Tweetalige printerversie Eentalige printerversie

Schriftelijke vraag nr. 4-5861

van Paul Wille (Open Vld) d.d. 7 december 2009

aan de minister voor Ondernemen en Vereenvoudigen

Merkeigenaren - Verbod internetverkoop - Merkproducten - Strijd tegen namaak

merk
internetsite
elektronische handel
namaak
vrijheid van het handelsverkeer
concurrentiebeperking

Chronologie

7/12/2009Verzending vraag (Einde van de antwoordtermijn: 8/1/2010)
2/3/2010Antwoord

Herindiening van : schriftelijke vraag 4-4013

Vraag nr. 4-5861 d.d. 7 december 2009 : (Vraag gesteld in het Nederlands)

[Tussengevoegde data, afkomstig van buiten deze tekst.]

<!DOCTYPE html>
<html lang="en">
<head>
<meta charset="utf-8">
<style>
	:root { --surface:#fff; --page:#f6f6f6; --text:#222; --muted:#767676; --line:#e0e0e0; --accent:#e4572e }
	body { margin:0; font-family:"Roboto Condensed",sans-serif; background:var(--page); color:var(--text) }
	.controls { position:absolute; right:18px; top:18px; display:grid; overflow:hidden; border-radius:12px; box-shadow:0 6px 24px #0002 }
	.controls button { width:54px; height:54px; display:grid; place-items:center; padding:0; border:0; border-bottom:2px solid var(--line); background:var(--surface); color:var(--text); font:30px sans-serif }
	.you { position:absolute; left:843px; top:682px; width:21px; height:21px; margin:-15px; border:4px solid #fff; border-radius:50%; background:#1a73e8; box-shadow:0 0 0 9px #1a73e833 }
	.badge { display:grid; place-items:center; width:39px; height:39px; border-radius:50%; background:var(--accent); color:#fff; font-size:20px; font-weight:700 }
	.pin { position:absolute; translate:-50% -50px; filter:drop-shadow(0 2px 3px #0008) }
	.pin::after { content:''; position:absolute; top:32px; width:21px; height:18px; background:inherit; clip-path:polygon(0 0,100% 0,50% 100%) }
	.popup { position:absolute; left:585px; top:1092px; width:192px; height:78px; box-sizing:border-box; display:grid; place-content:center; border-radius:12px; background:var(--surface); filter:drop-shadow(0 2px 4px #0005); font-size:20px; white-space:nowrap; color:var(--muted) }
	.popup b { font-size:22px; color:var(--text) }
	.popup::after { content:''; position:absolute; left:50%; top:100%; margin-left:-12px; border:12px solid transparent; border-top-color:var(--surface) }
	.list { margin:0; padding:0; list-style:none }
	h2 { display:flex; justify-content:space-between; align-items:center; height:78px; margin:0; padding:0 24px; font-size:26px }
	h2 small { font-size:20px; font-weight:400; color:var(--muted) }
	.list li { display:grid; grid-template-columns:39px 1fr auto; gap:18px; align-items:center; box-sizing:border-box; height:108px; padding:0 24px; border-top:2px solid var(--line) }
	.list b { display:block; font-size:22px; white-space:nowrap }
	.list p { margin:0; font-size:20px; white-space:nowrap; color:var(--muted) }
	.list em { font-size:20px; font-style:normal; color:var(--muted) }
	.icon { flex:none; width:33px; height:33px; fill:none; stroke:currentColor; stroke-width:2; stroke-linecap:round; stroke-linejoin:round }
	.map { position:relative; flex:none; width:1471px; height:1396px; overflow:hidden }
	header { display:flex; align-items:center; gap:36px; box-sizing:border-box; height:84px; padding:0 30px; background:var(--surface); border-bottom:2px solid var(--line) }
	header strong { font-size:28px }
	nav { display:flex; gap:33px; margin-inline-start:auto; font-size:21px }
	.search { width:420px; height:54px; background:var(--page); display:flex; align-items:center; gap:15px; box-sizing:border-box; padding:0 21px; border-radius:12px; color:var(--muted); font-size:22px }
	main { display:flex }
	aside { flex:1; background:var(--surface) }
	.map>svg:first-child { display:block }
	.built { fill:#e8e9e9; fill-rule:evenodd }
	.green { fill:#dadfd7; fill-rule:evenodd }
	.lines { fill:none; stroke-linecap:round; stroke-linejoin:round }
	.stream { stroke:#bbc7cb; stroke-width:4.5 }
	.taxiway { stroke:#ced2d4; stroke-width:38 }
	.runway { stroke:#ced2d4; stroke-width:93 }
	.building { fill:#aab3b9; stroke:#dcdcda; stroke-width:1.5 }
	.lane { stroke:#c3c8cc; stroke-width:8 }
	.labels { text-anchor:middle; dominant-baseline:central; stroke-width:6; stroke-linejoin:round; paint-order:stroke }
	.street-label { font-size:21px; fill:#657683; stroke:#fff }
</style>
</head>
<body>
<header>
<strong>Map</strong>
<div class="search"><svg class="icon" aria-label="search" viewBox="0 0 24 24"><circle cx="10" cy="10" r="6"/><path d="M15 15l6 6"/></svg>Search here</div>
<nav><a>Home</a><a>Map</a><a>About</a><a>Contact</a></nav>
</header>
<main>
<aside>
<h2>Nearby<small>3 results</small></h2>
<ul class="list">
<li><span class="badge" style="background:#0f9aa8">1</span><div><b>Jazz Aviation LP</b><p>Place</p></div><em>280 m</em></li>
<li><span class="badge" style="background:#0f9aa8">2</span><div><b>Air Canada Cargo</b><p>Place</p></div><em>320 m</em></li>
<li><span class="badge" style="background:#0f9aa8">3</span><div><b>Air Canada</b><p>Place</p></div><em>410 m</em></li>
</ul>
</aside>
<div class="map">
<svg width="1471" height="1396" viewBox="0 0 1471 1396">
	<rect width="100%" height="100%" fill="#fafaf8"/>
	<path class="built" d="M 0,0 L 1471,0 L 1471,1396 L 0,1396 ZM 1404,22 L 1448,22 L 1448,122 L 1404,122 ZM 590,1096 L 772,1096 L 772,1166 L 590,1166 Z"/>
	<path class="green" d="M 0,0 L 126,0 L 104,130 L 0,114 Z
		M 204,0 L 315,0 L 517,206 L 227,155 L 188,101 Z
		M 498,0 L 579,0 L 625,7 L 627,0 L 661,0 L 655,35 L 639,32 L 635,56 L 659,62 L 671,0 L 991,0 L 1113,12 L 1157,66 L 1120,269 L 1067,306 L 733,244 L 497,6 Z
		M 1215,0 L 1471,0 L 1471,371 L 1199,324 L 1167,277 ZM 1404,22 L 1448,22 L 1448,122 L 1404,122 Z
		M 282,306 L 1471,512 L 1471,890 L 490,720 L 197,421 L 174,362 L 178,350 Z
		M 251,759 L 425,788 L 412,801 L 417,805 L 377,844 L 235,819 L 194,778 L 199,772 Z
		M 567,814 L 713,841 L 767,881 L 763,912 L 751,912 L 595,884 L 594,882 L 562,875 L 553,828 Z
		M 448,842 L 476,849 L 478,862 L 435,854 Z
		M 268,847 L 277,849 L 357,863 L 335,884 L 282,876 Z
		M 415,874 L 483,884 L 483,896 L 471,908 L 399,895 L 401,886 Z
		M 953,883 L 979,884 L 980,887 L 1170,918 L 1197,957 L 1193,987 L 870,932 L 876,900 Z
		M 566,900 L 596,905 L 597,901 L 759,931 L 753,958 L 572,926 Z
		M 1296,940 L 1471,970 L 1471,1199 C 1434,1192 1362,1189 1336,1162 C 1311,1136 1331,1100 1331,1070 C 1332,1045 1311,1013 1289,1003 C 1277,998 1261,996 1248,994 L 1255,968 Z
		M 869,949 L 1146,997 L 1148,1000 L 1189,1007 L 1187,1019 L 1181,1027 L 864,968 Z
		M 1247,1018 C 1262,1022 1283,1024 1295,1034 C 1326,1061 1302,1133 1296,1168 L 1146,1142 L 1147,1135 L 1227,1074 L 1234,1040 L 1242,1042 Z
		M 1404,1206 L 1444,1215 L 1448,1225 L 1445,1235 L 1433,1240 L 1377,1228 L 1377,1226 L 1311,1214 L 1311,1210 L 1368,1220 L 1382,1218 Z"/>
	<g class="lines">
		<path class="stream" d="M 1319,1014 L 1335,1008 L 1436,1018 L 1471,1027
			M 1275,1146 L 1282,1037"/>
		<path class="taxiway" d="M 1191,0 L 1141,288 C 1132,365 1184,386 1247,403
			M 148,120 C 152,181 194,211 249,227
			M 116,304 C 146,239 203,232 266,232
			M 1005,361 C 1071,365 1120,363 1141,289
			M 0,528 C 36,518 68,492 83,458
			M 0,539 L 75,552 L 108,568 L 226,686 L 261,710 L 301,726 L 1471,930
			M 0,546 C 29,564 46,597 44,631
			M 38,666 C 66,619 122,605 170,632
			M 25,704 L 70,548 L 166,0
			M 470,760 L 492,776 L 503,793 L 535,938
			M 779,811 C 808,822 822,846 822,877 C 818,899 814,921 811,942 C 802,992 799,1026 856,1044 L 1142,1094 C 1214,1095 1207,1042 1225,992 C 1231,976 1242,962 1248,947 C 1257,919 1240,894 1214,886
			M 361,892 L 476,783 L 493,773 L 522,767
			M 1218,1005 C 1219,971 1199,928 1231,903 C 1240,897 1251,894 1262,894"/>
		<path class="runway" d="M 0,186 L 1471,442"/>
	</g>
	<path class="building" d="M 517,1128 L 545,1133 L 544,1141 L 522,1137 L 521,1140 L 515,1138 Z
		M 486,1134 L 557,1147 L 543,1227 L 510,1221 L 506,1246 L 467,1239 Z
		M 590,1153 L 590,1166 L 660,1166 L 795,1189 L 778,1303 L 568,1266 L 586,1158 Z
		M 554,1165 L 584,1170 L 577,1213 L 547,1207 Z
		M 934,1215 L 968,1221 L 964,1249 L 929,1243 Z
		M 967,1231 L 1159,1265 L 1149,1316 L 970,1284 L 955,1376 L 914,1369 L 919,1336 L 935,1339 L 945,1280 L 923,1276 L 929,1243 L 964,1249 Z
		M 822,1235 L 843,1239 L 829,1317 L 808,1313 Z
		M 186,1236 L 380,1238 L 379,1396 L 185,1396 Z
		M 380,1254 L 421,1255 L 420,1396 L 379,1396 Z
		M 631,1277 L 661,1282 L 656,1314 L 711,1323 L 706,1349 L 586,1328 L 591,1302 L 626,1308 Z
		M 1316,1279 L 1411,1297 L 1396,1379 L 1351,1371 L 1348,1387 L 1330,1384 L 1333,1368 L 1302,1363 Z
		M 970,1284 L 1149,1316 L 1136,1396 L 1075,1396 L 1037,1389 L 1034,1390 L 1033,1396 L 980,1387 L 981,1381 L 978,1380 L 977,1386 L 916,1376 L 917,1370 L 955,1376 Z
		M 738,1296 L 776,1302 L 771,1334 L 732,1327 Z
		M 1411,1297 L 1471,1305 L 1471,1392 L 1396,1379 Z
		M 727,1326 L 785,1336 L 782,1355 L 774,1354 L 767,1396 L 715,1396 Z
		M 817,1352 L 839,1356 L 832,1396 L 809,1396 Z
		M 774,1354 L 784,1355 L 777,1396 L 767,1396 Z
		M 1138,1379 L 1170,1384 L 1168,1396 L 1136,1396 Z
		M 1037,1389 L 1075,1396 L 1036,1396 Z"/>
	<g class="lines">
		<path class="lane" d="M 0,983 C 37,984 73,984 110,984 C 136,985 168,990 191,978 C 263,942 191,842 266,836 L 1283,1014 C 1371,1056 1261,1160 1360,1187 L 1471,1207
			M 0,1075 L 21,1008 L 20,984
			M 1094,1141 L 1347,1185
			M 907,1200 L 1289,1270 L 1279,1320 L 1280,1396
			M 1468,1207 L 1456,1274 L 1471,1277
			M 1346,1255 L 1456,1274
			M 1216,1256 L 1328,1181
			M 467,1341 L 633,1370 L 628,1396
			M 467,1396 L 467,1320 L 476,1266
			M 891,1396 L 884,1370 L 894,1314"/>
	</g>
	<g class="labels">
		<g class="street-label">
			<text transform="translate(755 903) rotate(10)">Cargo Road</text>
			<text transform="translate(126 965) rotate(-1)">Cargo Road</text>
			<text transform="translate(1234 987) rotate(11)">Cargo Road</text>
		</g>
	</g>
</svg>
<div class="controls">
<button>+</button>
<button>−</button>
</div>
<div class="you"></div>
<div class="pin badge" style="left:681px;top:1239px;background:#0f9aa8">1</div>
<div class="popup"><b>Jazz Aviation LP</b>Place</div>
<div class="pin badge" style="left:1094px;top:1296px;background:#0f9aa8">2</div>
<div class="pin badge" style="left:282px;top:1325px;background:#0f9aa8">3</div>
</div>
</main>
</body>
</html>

Bepaalde merkeigenaren en fabrikanten proberen sinds kort via lobbyen bij Europa en het voeren van rechtzaken de verkoop van hun producten op online handelsplaatsen en andere websites in de Europese Unie een halt toe te roepen. Dit ondermijnt het recht van verkopers en particulieren op eerlijke concurrentie in het online segment. Men wil aldus terug vat krijgen op de distributiekanalen om aldus de prijszetting te kunnen vastleggen en de vrije concurrentie uit te bannen.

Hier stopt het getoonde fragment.